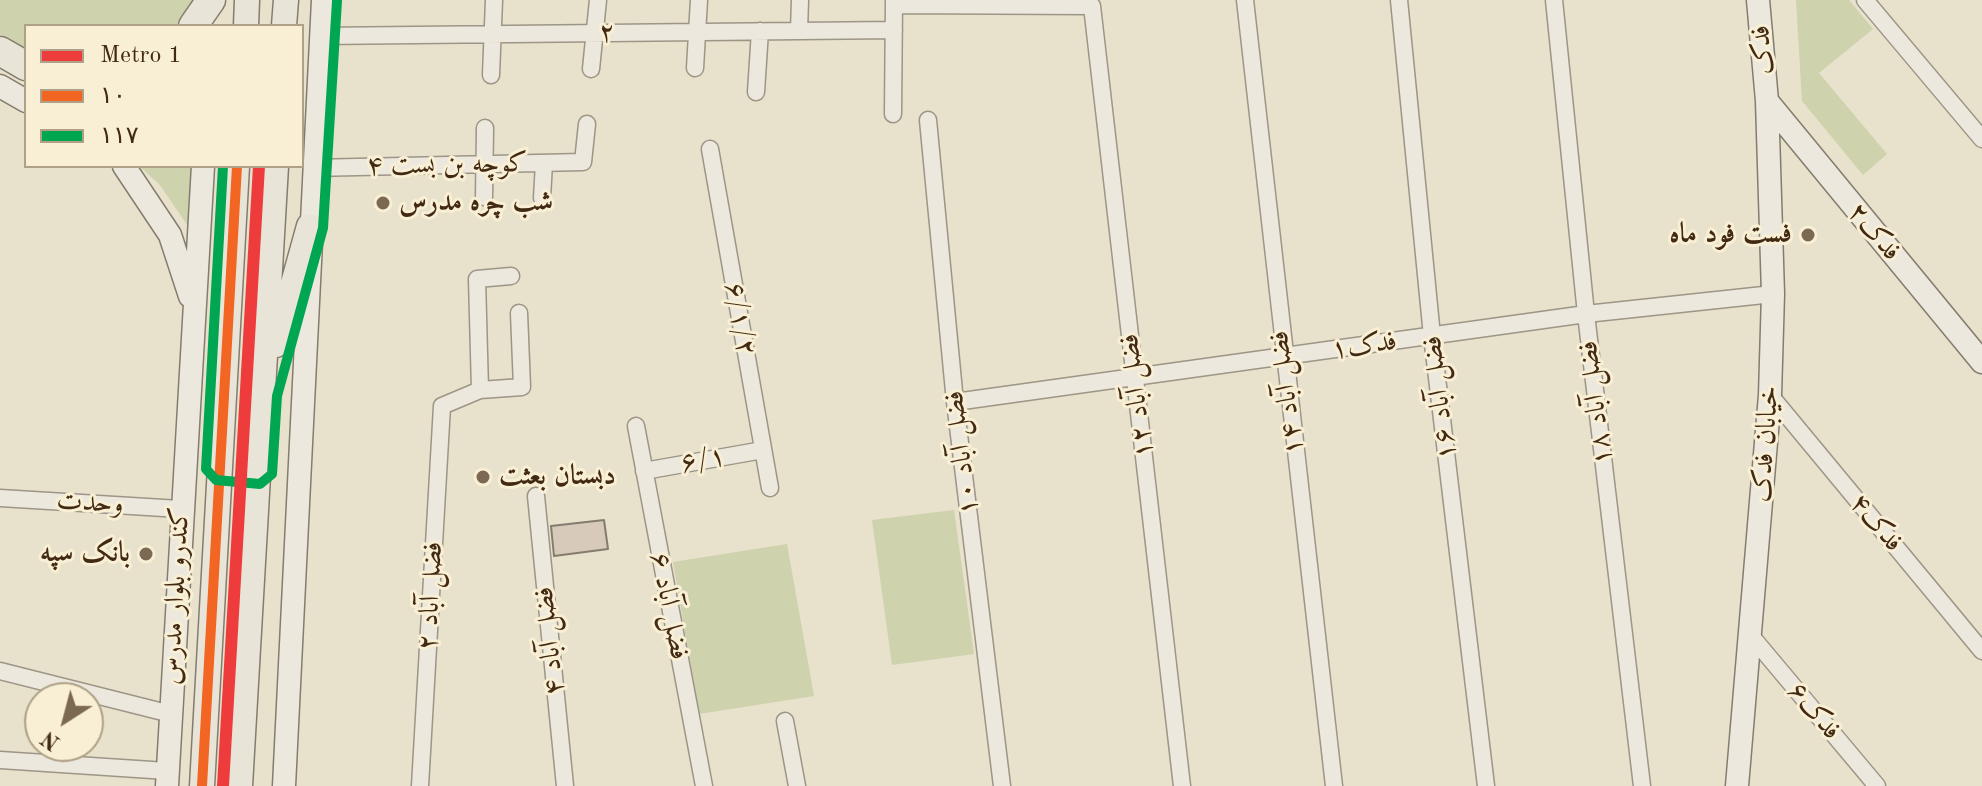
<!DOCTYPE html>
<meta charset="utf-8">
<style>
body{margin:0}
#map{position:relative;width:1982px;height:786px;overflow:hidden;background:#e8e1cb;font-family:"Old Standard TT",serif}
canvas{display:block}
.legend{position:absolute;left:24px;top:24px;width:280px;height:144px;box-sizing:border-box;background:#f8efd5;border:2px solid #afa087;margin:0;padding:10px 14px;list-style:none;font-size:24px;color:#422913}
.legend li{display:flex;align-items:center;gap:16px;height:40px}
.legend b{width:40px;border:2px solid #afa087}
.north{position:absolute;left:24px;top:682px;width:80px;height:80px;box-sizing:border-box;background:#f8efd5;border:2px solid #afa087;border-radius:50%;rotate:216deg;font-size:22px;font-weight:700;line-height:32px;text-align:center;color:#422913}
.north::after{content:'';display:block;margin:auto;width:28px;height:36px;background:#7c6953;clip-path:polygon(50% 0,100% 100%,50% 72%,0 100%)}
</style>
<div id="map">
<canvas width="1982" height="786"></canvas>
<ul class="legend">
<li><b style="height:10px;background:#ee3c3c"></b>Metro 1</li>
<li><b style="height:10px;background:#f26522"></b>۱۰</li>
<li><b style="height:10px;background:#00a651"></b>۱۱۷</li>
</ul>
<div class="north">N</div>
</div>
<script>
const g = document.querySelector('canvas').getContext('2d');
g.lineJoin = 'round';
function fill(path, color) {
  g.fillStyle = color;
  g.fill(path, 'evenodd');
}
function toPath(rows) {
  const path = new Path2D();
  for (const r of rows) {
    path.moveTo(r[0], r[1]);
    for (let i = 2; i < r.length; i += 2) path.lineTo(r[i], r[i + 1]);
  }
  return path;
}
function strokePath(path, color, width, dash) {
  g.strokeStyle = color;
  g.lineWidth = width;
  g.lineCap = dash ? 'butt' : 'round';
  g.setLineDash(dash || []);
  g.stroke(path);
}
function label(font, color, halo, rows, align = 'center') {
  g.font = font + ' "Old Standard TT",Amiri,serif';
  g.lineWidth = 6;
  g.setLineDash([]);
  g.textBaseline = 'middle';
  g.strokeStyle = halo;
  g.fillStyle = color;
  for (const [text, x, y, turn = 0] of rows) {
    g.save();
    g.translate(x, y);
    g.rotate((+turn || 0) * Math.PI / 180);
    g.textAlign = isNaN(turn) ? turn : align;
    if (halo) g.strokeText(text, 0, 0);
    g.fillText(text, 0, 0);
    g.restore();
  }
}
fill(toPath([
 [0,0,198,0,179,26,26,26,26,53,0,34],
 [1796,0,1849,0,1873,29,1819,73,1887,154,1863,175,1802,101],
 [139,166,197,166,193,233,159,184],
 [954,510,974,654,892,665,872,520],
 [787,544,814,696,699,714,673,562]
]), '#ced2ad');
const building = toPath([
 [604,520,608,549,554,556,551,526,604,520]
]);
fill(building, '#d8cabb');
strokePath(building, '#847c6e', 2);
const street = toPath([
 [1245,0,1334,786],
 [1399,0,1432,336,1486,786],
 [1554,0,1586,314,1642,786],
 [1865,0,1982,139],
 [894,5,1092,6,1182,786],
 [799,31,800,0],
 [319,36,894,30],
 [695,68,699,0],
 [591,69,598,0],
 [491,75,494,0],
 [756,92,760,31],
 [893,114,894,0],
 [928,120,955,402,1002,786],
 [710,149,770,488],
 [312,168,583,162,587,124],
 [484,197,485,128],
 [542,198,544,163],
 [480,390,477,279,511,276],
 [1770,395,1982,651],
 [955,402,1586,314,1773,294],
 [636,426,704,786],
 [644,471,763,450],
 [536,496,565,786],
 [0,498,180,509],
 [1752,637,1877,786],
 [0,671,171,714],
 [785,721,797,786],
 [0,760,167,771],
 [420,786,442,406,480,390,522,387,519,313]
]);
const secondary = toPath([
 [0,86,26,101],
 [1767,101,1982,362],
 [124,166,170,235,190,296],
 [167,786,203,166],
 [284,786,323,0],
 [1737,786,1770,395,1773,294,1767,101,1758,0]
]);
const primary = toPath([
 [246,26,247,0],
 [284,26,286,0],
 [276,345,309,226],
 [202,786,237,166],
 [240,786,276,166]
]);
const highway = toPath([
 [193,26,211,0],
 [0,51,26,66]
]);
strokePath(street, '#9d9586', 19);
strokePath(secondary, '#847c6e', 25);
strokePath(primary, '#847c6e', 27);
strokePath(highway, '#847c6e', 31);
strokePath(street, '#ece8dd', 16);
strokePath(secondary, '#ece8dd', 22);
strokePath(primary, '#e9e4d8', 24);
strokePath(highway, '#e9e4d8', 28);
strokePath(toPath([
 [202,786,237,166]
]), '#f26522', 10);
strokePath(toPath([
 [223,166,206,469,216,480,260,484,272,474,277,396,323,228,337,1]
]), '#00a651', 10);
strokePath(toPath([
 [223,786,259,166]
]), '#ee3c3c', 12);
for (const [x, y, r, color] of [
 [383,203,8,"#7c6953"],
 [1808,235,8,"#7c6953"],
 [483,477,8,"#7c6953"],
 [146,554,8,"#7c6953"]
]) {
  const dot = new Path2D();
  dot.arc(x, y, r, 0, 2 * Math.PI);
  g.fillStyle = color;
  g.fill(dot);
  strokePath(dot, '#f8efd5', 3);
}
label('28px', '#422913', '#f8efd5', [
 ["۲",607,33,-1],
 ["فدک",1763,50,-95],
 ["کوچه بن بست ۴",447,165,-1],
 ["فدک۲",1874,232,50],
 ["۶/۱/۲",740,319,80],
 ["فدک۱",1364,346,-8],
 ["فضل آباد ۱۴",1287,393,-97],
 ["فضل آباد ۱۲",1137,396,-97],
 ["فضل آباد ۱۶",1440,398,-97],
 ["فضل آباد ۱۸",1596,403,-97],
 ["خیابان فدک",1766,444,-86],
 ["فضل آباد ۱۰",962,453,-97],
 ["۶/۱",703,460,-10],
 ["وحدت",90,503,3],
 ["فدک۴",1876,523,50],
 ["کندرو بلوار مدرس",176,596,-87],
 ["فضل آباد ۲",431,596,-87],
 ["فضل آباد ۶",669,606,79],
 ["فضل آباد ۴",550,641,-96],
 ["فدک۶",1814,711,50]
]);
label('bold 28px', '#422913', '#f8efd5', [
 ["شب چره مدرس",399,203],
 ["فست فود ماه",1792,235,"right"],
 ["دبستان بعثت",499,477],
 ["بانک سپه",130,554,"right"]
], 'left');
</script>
● ● ●
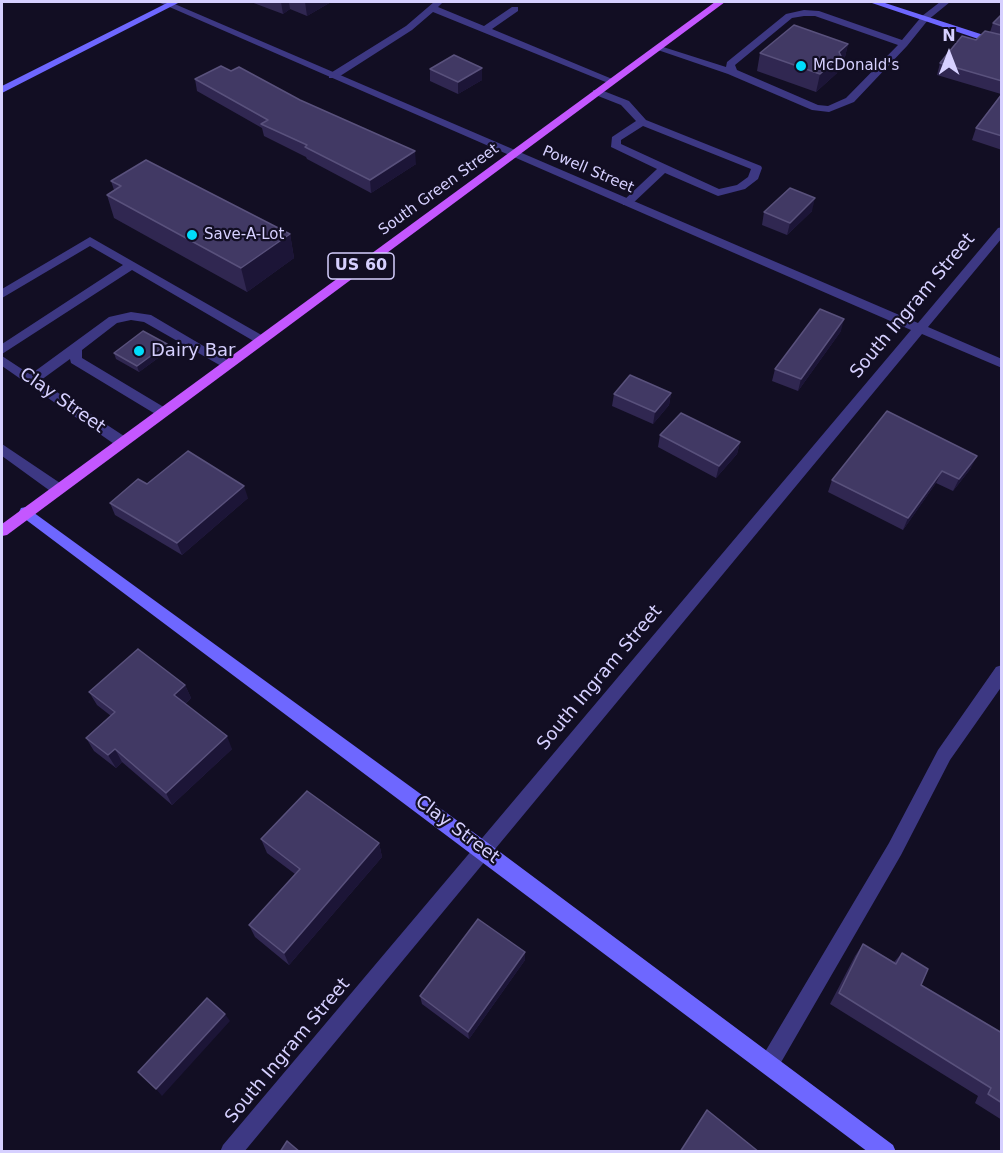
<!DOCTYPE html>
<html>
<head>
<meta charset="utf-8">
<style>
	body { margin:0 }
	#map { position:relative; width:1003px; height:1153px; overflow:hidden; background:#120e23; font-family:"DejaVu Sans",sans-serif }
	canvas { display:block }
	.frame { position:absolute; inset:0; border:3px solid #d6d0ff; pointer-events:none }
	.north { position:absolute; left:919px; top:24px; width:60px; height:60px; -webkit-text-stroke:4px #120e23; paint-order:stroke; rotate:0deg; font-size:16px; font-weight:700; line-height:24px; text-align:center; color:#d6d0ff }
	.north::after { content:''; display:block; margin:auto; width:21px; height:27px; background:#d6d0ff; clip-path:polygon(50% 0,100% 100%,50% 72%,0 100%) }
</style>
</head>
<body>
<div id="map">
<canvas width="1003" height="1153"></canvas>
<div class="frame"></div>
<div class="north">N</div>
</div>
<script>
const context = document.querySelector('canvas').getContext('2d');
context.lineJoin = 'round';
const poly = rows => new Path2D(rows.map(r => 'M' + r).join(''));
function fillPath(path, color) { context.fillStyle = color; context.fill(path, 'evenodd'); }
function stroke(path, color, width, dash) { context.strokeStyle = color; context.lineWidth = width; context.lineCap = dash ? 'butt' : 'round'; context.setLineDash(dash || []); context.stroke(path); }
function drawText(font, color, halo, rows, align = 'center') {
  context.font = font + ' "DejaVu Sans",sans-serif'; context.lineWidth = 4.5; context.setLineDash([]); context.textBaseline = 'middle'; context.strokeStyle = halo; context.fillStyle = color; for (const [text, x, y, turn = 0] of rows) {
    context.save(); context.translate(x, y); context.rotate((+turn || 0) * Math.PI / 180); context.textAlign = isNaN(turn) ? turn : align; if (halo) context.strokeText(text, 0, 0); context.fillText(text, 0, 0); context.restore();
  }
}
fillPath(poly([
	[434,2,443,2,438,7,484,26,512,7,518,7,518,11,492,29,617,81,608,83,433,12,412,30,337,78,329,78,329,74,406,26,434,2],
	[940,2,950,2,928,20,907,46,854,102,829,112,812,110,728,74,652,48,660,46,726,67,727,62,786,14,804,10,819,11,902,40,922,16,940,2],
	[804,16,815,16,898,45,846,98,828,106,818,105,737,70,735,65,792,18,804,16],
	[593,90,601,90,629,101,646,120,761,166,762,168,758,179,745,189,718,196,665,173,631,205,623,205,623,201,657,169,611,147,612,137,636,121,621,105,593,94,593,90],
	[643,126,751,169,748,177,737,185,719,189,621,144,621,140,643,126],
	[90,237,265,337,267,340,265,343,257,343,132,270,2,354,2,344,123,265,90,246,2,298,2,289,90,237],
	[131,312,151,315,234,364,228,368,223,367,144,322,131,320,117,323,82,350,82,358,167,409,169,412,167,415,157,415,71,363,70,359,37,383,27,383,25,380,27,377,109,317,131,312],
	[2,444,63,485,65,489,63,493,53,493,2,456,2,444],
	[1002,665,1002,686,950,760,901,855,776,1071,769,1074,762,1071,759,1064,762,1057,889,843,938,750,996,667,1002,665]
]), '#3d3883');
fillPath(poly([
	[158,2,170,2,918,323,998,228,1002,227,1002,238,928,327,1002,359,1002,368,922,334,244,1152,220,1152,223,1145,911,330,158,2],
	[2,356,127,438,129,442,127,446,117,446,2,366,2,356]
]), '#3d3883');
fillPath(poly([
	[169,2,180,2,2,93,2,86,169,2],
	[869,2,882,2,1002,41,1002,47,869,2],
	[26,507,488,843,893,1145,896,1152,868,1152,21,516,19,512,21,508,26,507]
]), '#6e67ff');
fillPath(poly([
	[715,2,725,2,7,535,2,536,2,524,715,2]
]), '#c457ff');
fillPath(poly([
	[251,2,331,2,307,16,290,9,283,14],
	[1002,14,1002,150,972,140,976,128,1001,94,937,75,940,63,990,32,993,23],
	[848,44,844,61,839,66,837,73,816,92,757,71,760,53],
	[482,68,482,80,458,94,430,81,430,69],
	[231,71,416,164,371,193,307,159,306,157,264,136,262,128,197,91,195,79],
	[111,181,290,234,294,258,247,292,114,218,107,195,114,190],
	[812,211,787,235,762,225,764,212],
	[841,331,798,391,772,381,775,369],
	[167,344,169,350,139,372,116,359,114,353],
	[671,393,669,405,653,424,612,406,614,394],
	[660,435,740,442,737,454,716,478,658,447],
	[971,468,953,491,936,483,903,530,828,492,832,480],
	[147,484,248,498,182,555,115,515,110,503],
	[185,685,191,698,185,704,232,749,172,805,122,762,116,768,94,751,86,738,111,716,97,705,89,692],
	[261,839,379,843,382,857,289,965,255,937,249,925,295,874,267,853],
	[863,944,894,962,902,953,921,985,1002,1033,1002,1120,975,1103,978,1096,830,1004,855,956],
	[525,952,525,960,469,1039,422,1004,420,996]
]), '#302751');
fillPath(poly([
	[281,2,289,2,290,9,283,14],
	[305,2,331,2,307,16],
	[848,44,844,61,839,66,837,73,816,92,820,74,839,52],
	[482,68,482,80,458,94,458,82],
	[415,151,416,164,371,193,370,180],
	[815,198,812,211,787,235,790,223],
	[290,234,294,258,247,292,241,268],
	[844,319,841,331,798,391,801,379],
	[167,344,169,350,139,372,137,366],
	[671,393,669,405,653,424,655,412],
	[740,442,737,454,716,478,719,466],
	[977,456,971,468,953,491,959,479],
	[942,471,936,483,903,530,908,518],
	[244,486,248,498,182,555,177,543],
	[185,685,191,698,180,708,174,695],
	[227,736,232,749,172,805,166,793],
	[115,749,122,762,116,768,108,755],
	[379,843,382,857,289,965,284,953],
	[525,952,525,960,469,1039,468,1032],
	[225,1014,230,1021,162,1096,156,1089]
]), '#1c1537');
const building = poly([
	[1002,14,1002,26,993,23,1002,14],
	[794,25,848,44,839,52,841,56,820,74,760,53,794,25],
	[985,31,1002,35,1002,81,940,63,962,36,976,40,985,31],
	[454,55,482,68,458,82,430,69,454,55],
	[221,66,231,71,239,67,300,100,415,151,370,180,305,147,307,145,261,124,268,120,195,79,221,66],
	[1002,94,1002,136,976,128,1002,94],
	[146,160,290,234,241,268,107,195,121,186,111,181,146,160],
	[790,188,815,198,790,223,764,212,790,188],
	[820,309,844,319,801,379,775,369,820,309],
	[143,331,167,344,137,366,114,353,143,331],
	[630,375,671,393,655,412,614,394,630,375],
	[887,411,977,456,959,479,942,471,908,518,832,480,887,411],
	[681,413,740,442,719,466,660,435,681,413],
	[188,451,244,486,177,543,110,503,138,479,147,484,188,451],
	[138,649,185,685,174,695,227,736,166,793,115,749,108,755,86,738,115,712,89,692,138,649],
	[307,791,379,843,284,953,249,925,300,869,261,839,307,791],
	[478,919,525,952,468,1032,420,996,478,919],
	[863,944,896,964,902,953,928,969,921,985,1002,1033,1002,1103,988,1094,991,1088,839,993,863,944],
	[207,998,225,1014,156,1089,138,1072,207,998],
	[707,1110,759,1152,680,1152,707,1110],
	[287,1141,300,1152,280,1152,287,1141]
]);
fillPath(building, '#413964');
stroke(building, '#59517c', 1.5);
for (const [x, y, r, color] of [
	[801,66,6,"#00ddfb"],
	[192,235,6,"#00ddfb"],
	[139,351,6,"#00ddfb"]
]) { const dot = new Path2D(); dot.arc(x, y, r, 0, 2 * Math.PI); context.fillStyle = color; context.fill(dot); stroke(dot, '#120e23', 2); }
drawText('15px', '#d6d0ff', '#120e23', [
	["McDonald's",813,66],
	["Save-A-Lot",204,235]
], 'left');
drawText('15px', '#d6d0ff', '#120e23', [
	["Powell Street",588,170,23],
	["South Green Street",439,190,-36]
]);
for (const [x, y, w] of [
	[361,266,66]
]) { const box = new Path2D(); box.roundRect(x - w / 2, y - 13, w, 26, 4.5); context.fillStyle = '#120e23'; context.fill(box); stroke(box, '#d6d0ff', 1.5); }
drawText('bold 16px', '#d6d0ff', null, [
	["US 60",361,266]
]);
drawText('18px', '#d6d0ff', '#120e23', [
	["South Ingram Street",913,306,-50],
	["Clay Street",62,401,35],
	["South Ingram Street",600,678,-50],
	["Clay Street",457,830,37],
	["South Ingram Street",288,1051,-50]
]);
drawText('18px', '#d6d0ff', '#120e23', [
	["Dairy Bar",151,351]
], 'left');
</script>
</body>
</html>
● ● ●
**What the task asks:** All lines above from the one with "g.lineJoin = 'round';" to the one with "g.lineWidth = width;", inclusive, should be copied exactly, and no other lines.

**Exercise answer:**
g.lineJoin = 'round';
function fill(path, color) {
  g.fillStyle = color;
  g.fill(path, 'evenodd');
}
function toPath(rows) {
  const path = new Path2D();
  for (const r of rows) {
    path.moveTo(r[0], r[1]);
    for (let i = 2; i < r.length; i += 2) path.lineTo(r[i], r[i + 1]);
  }
  return path;
}
function strokePath(path, color, width, dash) {
  g.strokeStyle = color;
  g.lineWidth = width;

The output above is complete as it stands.